# NFs: Socionics says chase romantically...



## Boolean11 (Jun 11, 2012)

Duality - Wikisocion*
INFJs chase ESTPs
ENFJs chase ISTPs
ENFPs chase ISTJs
INFPs chase ESTJs*

This advice is obviously different from MBTI which tells you other wise. So what do you guys really think on this topic. Socionics says that once the two parties get over the superficial barriers you set up (each other's super ego and id functions) there is a lot that can be learnt healthily and this is supposedly the most recommended paring. 

Plus NFs do you think that you are falling to confirmation bias when you are told that X personality is the best for your relationship potential? 



> *In romance*
> 
> Romantic relationships affect the most intimate areas of a person's functioning, so dualization in this area will have the greatest affect on a person's life.The early stages of a dual romance may be similar to any other relationship where infatuation is present, but what is different is the psychological distance between the partners. The naturally close distance causes partners to relax internally and be more spontaneous than they would be in most other relationships. Duals quickly recognize that their partner is not overly concerned with their weaknesses and is not going to criticize sore spots. In romance dual partners quickly move from stereotyped romantic behavior to what is actually natural and sincere for them. Partners may find that they "discover themselves" through the dual relationship. By seeking out their true desires and natural tendencies and ignoring societal expectations, they actually enrich the relationship and gladden their partner. If a person has not enjoyed dual relations before, experiencing them for the first time will likely be a transformational experience. In the initial stage of a dual relationship, partners often "drop out" of society for a period of time to devote energy to the new relationship and the exciting process of self-discovery.
> 
> ...


----------



## cyamitide (Jul 8, 2010)

Socionics intertype relationships have played out as predicted in my experience, however, they are greatly diluted by other factors and tend to not be the decisive factor in determining how a relationship will unfold. They do leave their imprint, but it's a vague one.

Intertype relations suggest going after types that have your cognitive functions in reverse order. So for INFJ (Ni,Fe,Ti,Se) the better match is suggested to be ESTP (Se,Ti,Fe,Ni) rather than ENTP whose Ne doesn't match INFJ's requirement for Se.

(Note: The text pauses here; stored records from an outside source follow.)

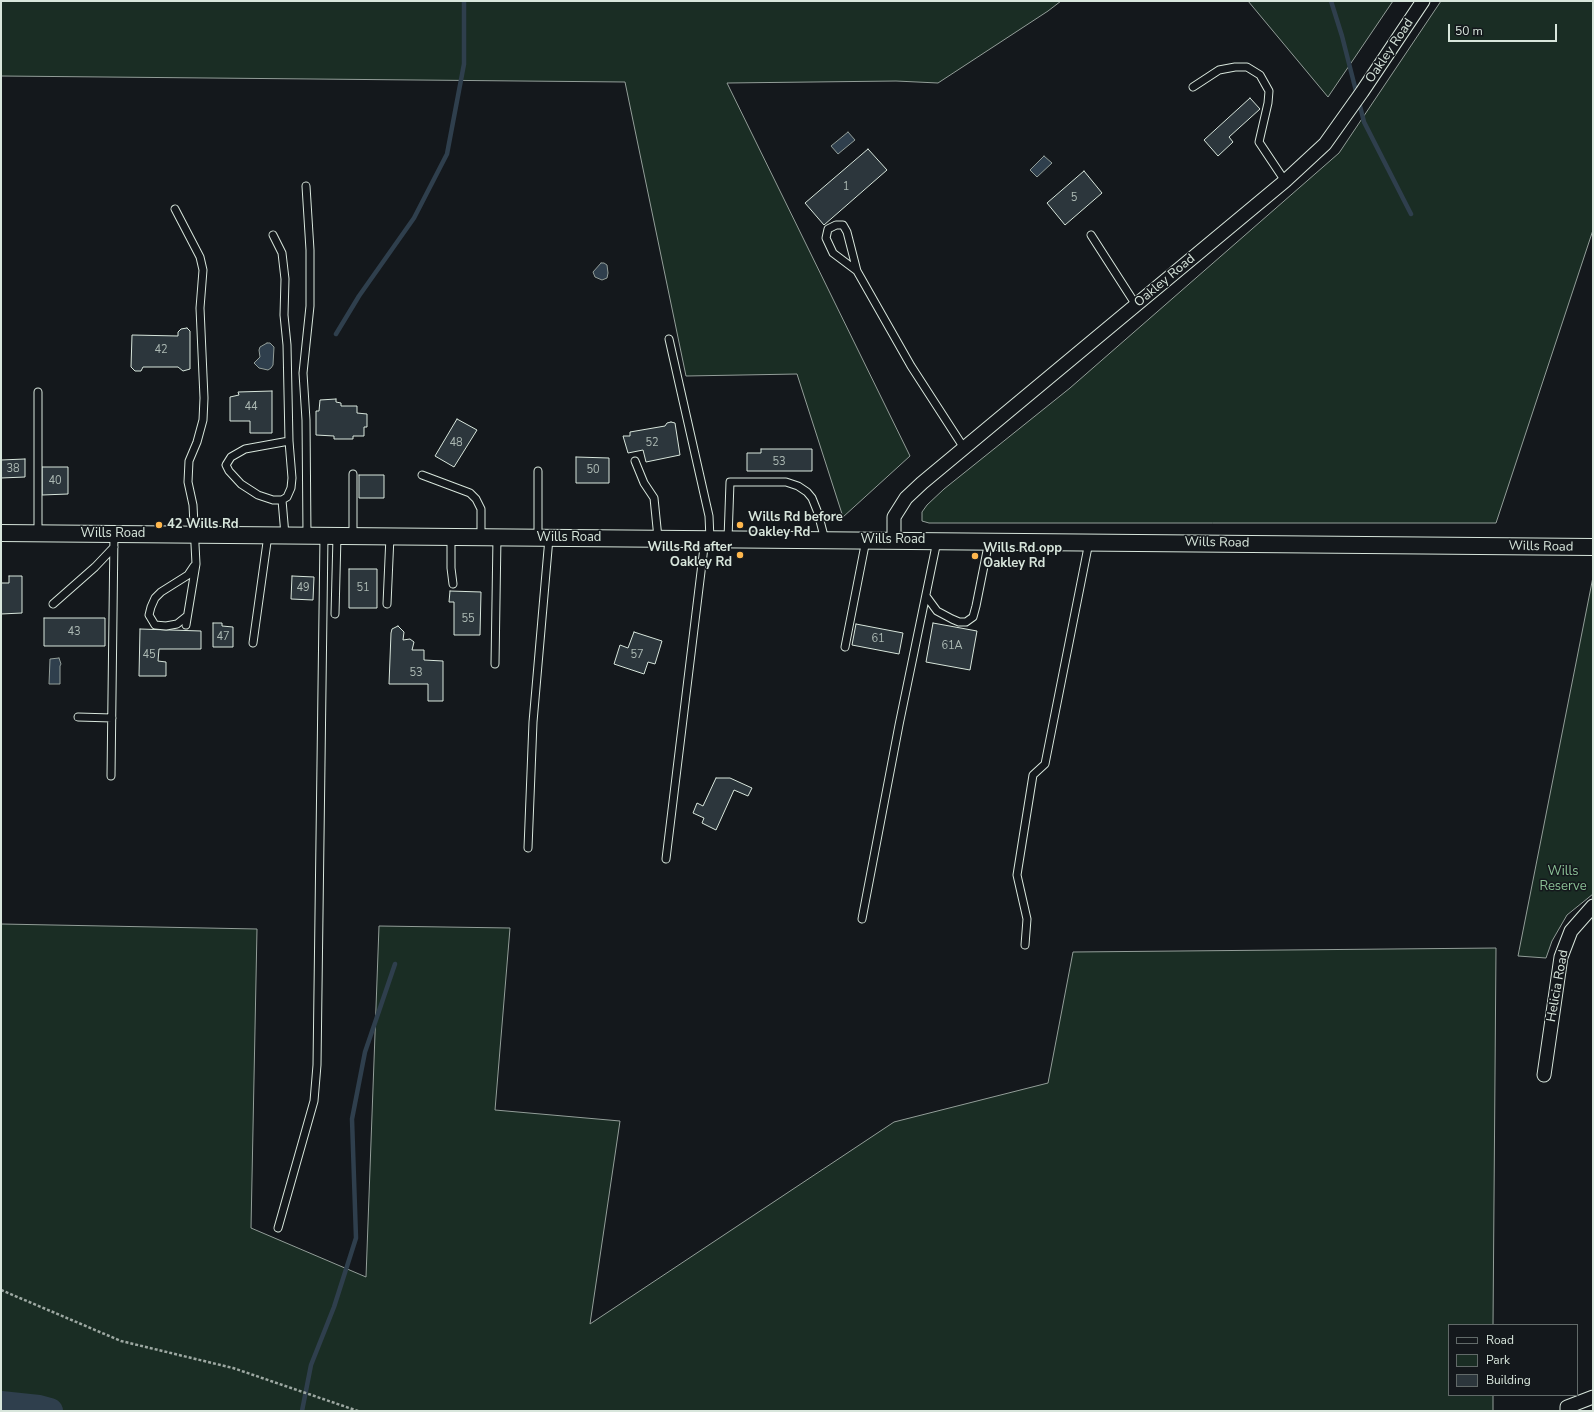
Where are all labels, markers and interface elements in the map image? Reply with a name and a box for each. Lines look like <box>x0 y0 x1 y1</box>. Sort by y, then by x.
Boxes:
street label: Oakley Road <box>1363 16 1417 86</box>
scale bar <box>1450 16 1559 42</box>
text: 50 m <box>1455 23 1483 39</box>
house number: 1 <box>843 180 849 194</box>
house number: 5 <box>1071 191 1077 205</box>
street label: Oakley Road <box>1132 251 1198 311</box>
house number: 42 <box>154 343 168 357</box>
house number: 44 <box>244 400 258 414</box>
house number: 48 <box>449 436 463 450</box>
house number: 52 <box>645 436 659 450</box>
house number: 53 <box>772 455 786 469</box>
house number: 38 <box>6 462 20 476</box>
house number: 50 <box>586 463 600 477</box>
house number: 40 <box>48 474 62 488</box>
place label: Wills Rd before Oakley Rd <box>748 510 843 541</box>
place label: 42 Wills Rd <box>167 517 239 533</box>
marker: 42 Wills Rd <box>154 520 164 530</box>
marker: Wills Rd before Oakley Rd <box>735 520 745 530</box>
street label: Wills Road <box>81 526 145 542</box>
street label: Wills Road <box>537 530 601 546</box>
street label: Wills Road <box>861 532 925 548</box>
street label: Wills Road <box>1184 535 1250 551</box>
street label: Wills Road <box>1508 539 1574 555</box>
place label: Wills Rd after Oakley Rd <box>648 540 732 571</box>
place label: Wills Rd opp Oakley Rd <box>983 541 1062 572</box>
marker: Wills Rd after Oakley Rd <box>735 550 745 560</box>
marker: Wills Rd opp Oakley Rd <box>970 551 980 561</box>
house number: 49 <box>296 581 310 595</box>
house number: 51 <box>356 581 370 595</box>
house number: 55 <box>461 612 475 626</box>
house number: 43 <box>67 625 81 639</box>
house number: 47 <box>216 630 230 644</box>
house number: 61 <box>871 632 885 646</box>
house number: 61A <box>941 639 963 653</box>
house number: 45 <box>142 648 156 662</box>
house number: 57 <box>630 648 644 662</box>
house number: 53 <box>409 666 423 680</box>
park label: Wills Reserve <box>1539 864 1587 895</box>
street label: Helicia Road <box>1544 949 1572 1023</box>
legend <box>1448 1324 1578 1396</box>
text: Road <box>1486 1332 1514 1348</box>
text: Park <box>1486 1352 1510 1368</box>
text: Building <box>1486 1372 1531 1388</box>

Another point to keep in mind is that duality works better when you are at least in your mid-20s and older. This is because younger people reject their inferior (anima) function strongly, which may impart a certain hostility towards their duals, who have their inferior function as their dominant. Older individuals whose ego functions (dominant and auxiliary aka creative) have already established themselves are more tolerant of people of their dual type, making dualization process more likely to occur.


----------



## lemondropG (Nov 11, 2010)

*Shrug* I still like ENFPs the best


----------



## IcarusDreams (Apr 23, 2011)

I know what I theoretically prefer: NFs. That said, NFs must not be my "best" mate, because it all boil downs to the individual. Therefore, I don't lose sleep on "type compatibilities"-it just so happens that most of the people I like tend to be NFs.

Thus, socionics type-matching does nothing for me (totally no offense intended.)

Ironically, all personology studies should, IMHO, lead us to a better recognition of ourselves and others, and not just to decide who should be our friends or mates based on "type compatibility", which is but a loose guide. Of course I relate to most NFs more, but SJs are also human, so I can relate to them as well-especially kowing the MBTI and Keirsey temperaments. Would I intentionally seek out an "ESTJ"? Probably not, but I would also not judge her "not good enough" for me based _just_ on her type (it has to be noted that I have never been attracted to an ESTJ, though, but not just due to some unfair personal bias.)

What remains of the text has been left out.